> [Goal of the exercise] From the records below, count the lines containing the word "limit" and give only that number.

> [Given entries]
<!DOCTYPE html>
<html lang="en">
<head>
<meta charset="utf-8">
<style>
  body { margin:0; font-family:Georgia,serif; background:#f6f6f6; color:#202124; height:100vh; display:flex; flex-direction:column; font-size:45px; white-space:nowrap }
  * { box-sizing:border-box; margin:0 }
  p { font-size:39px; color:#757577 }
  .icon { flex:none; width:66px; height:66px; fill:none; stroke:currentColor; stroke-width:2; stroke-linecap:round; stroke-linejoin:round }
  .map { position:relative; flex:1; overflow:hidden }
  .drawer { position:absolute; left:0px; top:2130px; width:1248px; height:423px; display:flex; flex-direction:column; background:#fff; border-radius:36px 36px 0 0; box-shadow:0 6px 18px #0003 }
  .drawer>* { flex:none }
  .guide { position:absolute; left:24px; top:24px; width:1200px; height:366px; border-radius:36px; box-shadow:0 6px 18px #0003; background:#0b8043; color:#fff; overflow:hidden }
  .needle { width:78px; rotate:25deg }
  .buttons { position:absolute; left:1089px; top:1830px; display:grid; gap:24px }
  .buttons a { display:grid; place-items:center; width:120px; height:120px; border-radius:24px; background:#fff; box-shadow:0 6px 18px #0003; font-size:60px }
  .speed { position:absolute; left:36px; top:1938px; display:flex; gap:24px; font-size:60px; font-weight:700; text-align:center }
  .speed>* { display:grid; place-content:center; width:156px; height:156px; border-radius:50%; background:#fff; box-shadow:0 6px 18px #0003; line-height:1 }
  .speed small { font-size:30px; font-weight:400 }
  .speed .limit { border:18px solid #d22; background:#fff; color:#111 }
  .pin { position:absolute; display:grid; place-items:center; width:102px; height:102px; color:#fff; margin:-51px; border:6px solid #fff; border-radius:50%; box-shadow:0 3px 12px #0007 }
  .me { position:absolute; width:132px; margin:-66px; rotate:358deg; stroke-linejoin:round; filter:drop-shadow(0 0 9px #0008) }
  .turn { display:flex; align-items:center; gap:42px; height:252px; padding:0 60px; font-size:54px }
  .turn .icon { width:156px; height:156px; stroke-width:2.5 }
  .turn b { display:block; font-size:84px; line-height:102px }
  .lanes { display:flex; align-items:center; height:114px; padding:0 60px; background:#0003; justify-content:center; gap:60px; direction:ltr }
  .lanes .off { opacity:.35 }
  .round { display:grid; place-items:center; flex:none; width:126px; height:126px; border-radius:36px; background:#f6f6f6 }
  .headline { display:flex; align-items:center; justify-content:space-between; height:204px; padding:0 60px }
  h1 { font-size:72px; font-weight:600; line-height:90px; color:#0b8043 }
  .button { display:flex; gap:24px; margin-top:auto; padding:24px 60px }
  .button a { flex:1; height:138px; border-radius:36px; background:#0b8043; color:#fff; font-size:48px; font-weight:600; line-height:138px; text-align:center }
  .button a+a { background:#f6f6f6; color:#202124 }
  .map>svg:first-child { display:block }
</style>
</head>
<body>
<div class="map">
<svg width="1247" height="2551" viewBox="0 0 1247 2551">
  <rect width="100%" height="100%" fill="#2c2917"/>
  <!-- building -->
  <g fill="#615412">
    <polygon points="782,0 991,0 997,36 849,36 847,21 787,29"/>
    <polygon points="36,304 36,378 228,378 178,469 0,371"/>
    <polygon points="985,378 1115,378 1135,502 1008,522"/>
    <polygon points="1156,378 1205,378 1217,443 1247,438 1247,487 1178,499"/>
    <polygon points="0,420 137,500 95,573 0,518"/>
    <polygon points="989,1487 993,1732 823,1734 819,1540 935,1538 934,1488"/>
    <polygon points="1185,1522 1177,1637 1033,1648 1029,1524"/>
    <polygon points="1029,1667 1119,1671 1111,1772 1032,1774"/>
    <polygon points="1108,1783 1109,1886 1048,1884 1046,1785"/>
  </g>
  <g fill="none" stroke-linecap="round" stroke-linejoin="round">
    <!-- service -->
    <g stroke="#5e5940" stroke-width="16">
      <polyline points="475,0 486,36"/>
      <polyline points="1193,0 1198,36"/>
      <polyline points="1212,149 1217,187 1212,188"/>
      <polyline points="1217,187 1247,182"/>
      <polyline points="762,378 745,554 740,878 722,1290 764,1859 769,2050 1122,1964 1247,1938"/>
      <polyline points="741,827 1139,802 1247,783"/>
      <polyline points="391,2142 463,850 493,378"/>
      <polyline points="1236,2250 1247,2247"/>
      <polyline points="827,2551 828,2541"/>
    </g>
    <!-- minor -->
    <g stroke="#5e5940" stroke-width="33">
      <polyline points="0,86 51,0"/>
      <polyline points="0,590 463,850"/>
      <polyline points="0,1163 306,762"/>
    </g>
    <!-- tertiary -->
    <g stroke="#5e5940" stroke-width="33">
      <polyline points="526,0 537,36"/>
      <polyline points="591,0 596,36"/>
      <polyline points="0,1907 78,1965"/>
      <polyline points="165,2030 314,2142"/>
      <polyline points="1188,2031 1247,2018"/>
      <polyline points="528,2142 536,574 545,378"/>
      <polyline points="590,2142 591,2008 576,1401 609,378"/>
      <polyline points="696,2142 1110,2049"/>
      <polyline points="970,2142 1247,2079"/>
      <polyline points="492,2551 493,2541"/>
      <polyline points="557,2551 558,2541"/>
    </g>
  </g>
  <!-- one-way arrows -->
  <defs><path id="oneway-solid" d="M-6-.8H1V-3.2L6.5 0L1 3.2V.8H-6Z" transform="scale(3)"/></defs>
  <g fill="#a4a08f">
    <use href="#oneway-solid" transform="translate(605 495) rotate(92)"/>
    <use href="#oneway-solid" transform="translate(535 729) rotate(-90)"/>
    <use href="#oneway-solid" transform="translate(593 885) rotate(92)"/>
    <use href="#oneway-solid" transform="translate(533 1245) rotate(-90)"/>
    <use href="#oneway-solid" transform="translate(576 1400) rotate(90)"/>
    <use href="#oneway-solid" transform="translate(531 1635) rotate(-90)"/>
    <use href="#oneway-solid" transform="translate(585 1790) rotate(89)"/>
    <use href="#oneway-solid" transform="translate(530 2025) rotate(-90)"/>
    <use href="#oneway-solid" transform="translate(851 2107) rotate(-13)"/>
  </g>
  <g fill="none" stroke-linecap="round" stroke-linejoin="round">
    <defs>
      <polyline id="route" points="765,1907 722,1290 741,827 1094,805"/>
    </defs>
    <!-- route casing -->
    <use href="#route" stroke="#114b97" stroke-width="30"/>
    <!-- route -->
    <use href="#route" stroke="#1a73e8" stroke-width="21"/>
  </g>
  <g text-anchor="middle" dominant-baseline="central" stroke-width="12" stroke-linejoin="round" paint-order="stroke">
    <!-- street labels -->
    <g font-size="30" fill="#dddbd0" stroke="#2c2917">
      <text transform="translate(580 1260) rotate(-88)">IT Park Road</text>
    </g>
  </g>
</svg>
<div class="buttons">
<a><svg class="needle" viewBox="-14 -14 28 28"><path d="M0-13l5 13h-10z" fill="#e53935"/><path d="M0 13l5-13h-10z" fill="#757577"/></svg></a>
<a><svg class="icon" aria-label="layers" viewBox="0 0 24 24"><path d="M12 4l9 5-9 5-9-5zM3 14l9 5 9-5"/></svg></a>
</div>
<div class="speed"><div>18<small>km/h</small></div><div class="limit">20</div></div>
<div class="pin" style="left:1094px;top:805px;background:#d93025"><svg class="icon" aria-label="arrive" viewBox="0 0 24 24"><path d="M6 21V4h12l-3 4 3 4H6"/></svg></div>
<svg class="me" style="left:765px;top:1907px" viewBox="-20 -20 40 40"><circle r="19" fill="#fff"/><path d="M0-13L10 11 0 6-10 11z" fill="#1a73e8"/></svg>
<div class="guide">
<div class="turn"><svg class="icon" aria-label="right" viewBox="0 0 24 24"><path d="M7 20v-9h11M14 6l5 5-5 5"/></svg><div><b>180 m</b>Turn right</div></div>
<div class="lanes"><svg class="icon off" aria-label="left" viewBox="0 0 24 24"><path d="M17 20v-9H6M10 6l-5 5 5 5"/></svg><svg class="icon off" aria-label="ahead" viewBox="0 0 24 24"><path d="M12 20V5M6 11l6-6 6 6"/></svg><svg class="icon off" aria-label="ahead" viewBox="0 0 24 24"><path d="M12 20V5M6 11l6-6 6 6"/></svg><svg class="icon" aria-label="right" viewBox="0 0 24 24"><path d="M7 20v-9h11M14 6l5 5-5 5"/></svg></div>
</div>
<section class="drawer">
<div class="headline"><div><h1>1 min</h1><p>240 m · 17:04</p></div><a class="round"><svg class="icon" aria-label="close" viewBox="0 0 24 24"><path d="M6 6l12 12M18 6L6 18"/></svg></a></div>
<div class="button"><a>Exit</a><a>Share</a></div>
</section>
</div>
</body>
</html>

> [Written solution] 2